At Downtown College Preparatory (DCP), college is not always the norm for students. Most students are first-generation, meaning their parents did not attend college. Many of them do not know a whole lot about college and the opportunities thats comes with pursuing a higher education.
Tutoring at DCP has reminded me to never take my education for granted. Often times, many college students forget how much of a privilege college is. We forget that being able to choose your own major, to live away from home in a dorm, to go to school with people from across the country is a big deal! Whenever I volunteer at DCP, the students constantly ask questions. They want to know everything from about what it's like to choose your own classes to what the food in the cafeteria is like.

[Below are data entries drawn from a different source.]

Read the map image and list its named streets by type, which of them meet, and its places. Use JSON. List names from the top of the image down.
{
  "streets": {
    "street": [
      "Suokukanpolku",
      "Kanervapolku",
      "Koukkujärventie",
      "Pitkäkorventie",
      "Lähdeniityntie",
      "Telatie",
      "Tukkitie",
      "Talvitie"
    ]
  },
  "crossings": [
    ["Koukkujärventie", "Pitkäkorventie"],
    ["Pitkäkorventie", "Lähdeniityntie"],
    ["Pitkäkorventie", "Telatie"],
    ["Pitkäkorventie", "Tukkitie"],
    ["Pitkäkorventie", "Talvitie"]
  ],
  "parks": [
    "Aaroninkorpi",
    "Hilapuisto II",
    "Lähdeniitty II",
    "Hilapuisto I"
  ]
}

One thing I have learned from working with students at DCP is not to assume that everyone is planning on attending college. You can tell that the students at DCP have such a passion for learning, but they often lack the resources to go to college or are simply uniformed of the many ways that going to college can broaden your horizons. Whether you volunteer for DCP or not, make it a point in your life to help someone that might not know what college is all about. Make it a point to reflect at some time throughout the day on why you are going to college and never take for granted the fact that you have the opportunity to further your education which will always be the gift that keeps on giving!
- Adrianna Oliver
Karina is a janitor from El Salvador who works a partial job at SCU. She is an ambitious woman, who is taking the ESL classes because she wants to achieve a higher position at work. Her charisma has charmed everyone in the class and her inspiring story reminds us that it is never too late to pursue a dream.

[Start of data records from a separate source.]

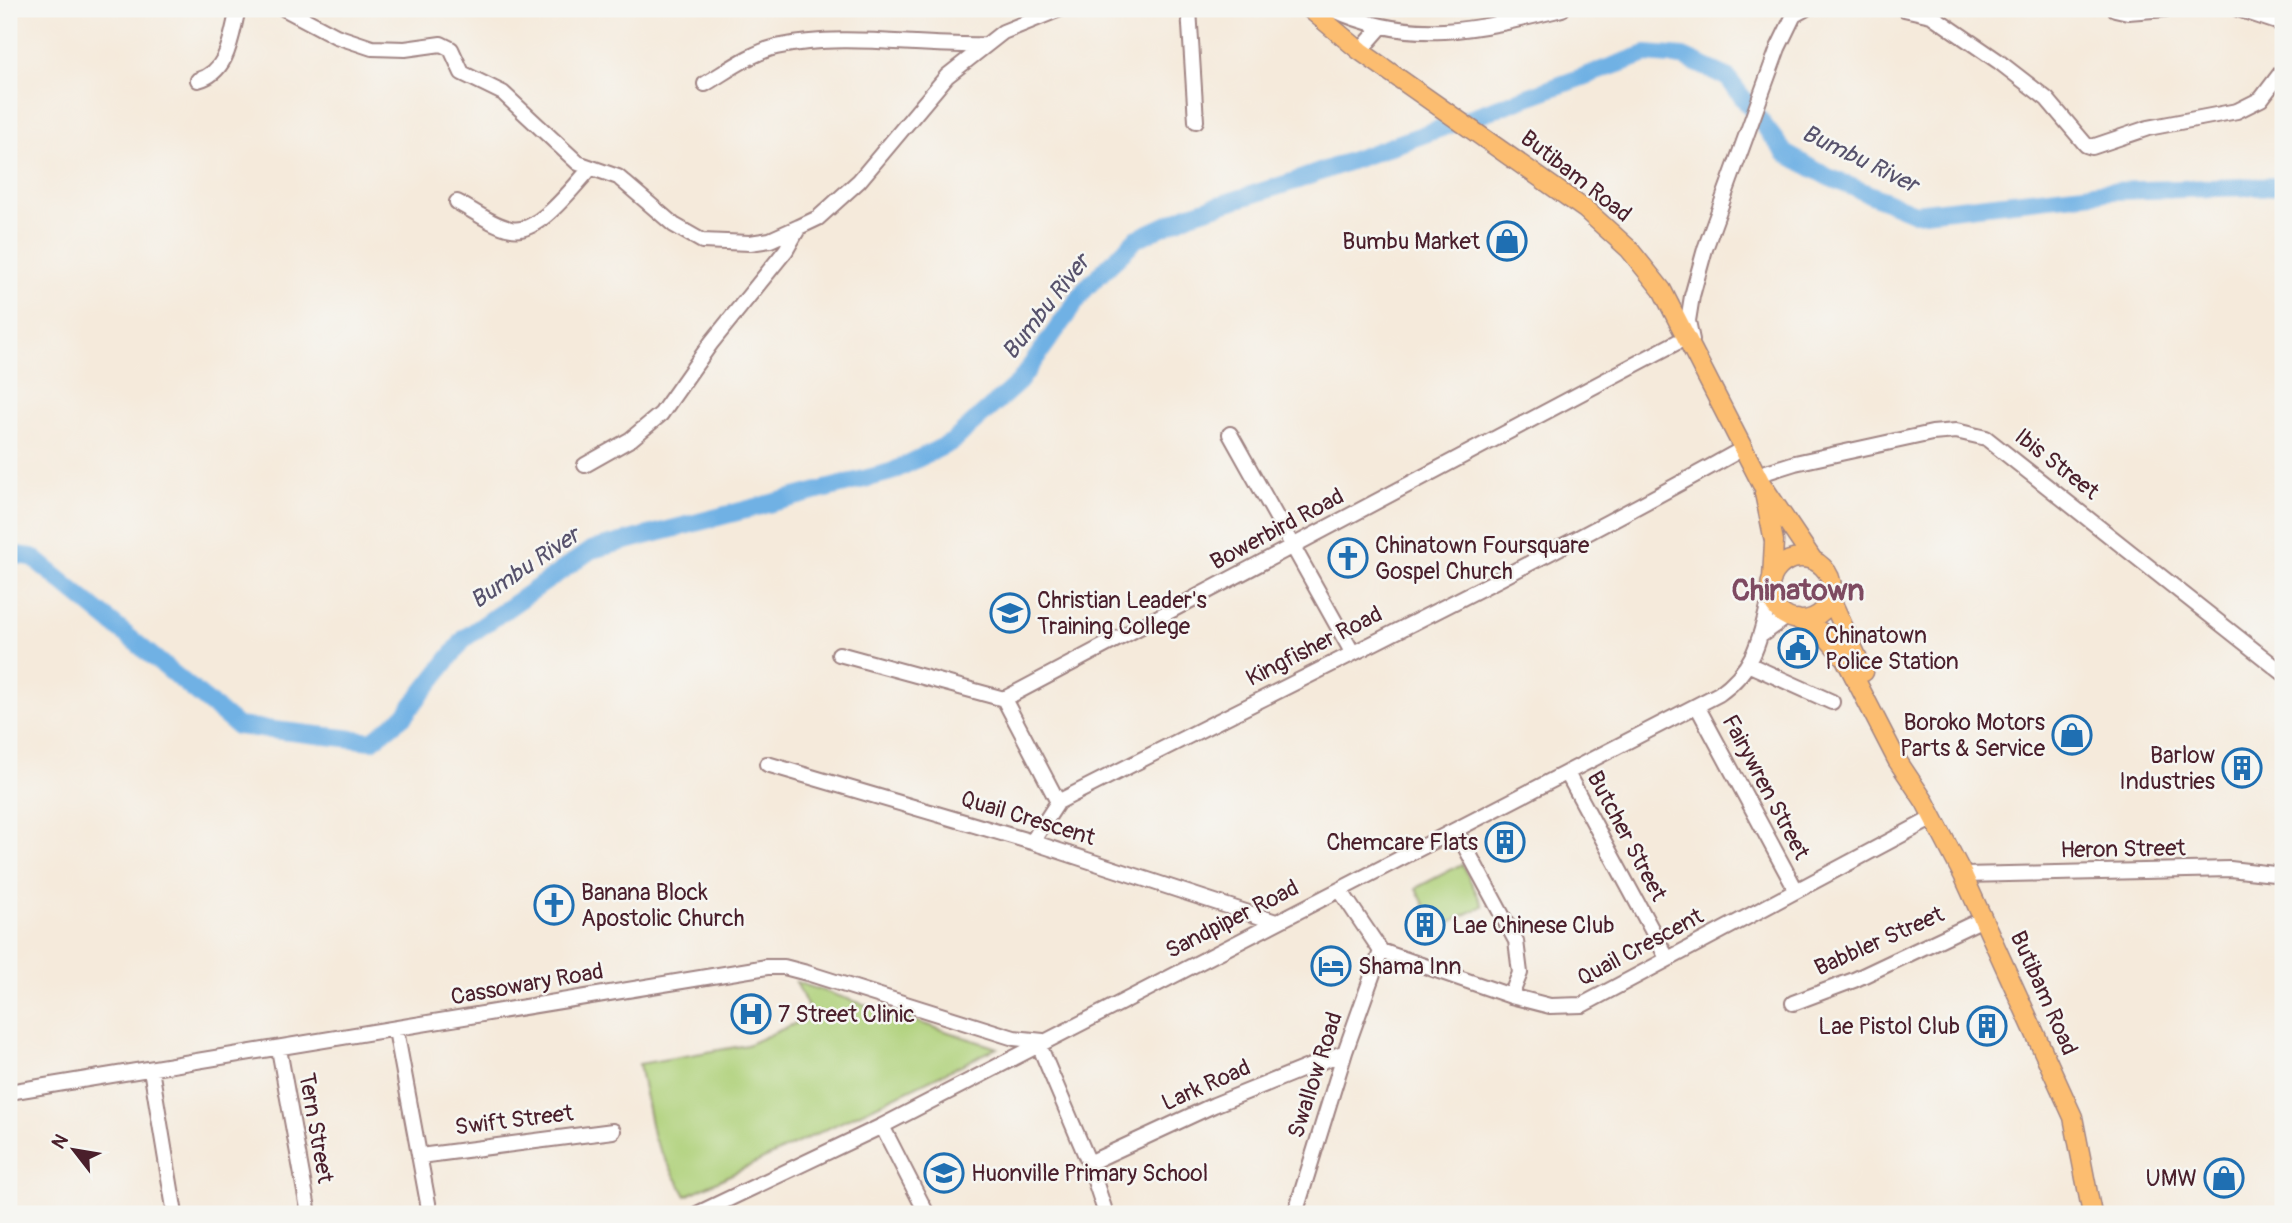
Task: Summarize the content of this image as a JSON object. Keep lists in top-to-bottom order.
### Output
{
  "streets": {
    "main road": ["Butibam Road"],
    "street": [
      "Ibis Street",
      "Bowerbird Road",
      "Kingfisher Road",
      "Fairywren Street",
      "Quail Crescent",
      "Butcher Street",
      "Heron Street",
      "Sandpiper Road",
      "Babbler Street",
      "Cassowary Road",
      "Swallow Road",
      "Lark Road",
      "Swift Street",
      "Tern Street"
    ]
  },
  "crossings": [
    ["Butibam Road", "Ibis Street"],
    ["Butibam Road", "Bowerbird Road"],
    ["Butibam Road", "Kingfisher Road"],
    ["Butibam Road", "Quail Crescent"],
    ["Butibam Road", "Heron Street"],
    ["Butibam Road", "Sandpiper Road"],
    ["Butibam Road", "Babbler Street"],
    ["Kingfisher Road", "Quail Crescent"],
    ["Fairywren Street", "Quail Crescent"],
    ["Fairywren Street", "Sandpiper Road"],
    ["Quail Crescent", "Butcher Street"],
    ["Quail Crescent", "Sandpiper Road"],
    ["Quail Crescent", "Swallow Road"],
    ["Butcher Street", "Sandpiper Road"],
    ["Sandpiper Road", "Cassowary Road"],
    ["Cassowary Road", "Tern Street"],
    ["Swallow Road", "Lark Road"]
  ],
  "districts": ["Chinatown"],
  "water": ["Bumbu River"],
  "places": {
    "shop": ["Bumbu Market", "Boroko Motors Parts & Service", "UMW"],
    "church": ["Chinatown Foursquare Gospel Church", "Banana Block Apostolic Church"],
    "school or university": ["Christian Leader's Training College", "Huonville Primary School"],
    "public building": ["Chinatown Police Station"],
    "building": [
      "Barlow Industries",
      "Chemcare Flats",
      "Lae Chinese Club",
      "Lae Pistol Club"
    ],
    "hotel": ["Shama Inn"],
    "hospital": ["7 Street Clinic"]
  },
  "north": "top left"
}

Karina and her tutor Katie, have become a dynamic duo through ESL. They are more than just partners for the English classes; they have built a long lasting friendship. During our group sessions, both are constantly chatting and laughing, almost in a teasing way, as if they were partners in crime. It is gratifying to see how ESL has brought these two amazing people so closely together.
What is more, last week Karina suggested that we should all go eat Pupusas. Pupusas are similar to wheat tortillas, only thicker and filled with beans, meat, or cheese, typical from El Salvador. Her idea inspired me to make an "Appreciation Event" next Friday. At 4pm volunteers and workers will meet up in "El Águila" to get some real Salvadorian Pupusas. This will be a great opportunity for Karina to share a bit of her culture with us. We are all excited to hear more about her life growing up in such a beautiful country, and to be able to share this delicious dish with her.
- Melanie Vezjak
ESL on Campus PC
How can our community come together in times of deep political division? How can we promote dialogue, respect and social justice? It is my firm belief that we do it by coming together and sharing what we are passionate about. We must collaborate to create spaces for solidarity. SCCAP, the SCU Student Art League, and the Forge garden came together to put on an amazing event, Gallery in the Garden, empowering students to showcase their art, celebrate environmental justice and perform music and slam poetry. Eating home grown salad, singing along and looking at sculpture, over 100 students were able to come together in a laid back atmosphere, mingling with students, faculty and staff from all different areas of campus.
The Empowerment Department within SCCAP is launching a new movement, Be More: the campaign to make Santa Clara University more responsible, more sustainable and more transparent. Inspired by the Ignatian philosophy of the Magis, we as a community must hold our institution accountable to its mission and Jesuit identity. We have to encourage the University to be better, to be more. Understanding that the fight for social justice is an uphill battle we know that the only way we can continue on is through community. Martin Luther King wrote, “the arc of the moral universe is long, but it bends towards justice,” movements like ours work to ensure proverbs like these come true. As an institution we must orient ourselves against the grain of the current day and towards justice. We must stand up for the rights of the marginalized. We must be leaders in environmental justice, and not fall complacent in our moral minimums. We must look closely at our university finances and ensure that fall in line with our values. As a community of people who care deeply about the world in which we live, we must challenge our institution to be more responsible, more sustainable and more transparent.
- Ciaran Freeman
LEAD 10: College Going Communities and Challenges, is a class I’ve been taking during this winter quarter. Among the many discussions that have began as a result of the systematic inequalities ingrained in the U.S educational system; mainly the correlation for wealthy communities to receive more resources than they need, and for lower income communities to receive the exact opposite; I’m enthralled by the notion that people still beat the system, people make it out of those low income communities and make something more of themselves and their communities! These outliers, people who have come from the low end of the socioeconomic ladder, are thriving at Santa Clara University, thriving at other colleges; in essence, beating the odds and thriving in places where they statistically and demographically were not meant to be.
From these outliers, we encounter an unquenchable thirst for success, driven by a potent factor: passion. They were able to carry themselves in ways other low income students could not, many times by opportunities, but many times by their sole desire. As mentors and role models, let’s work to ignite this passion when working with low income communities. Why? Because they are not dependant on someone coming to “help them out,” to carry them out of disparity. If as mentors, however, we can aid in their willing process of having an internal locus of control, whereby they perceive their actions as having a monumental impact on the outcomes, I firmly believe more people will make it out. By placing the student in a position of power, where their decisions matter, the passion is ignited!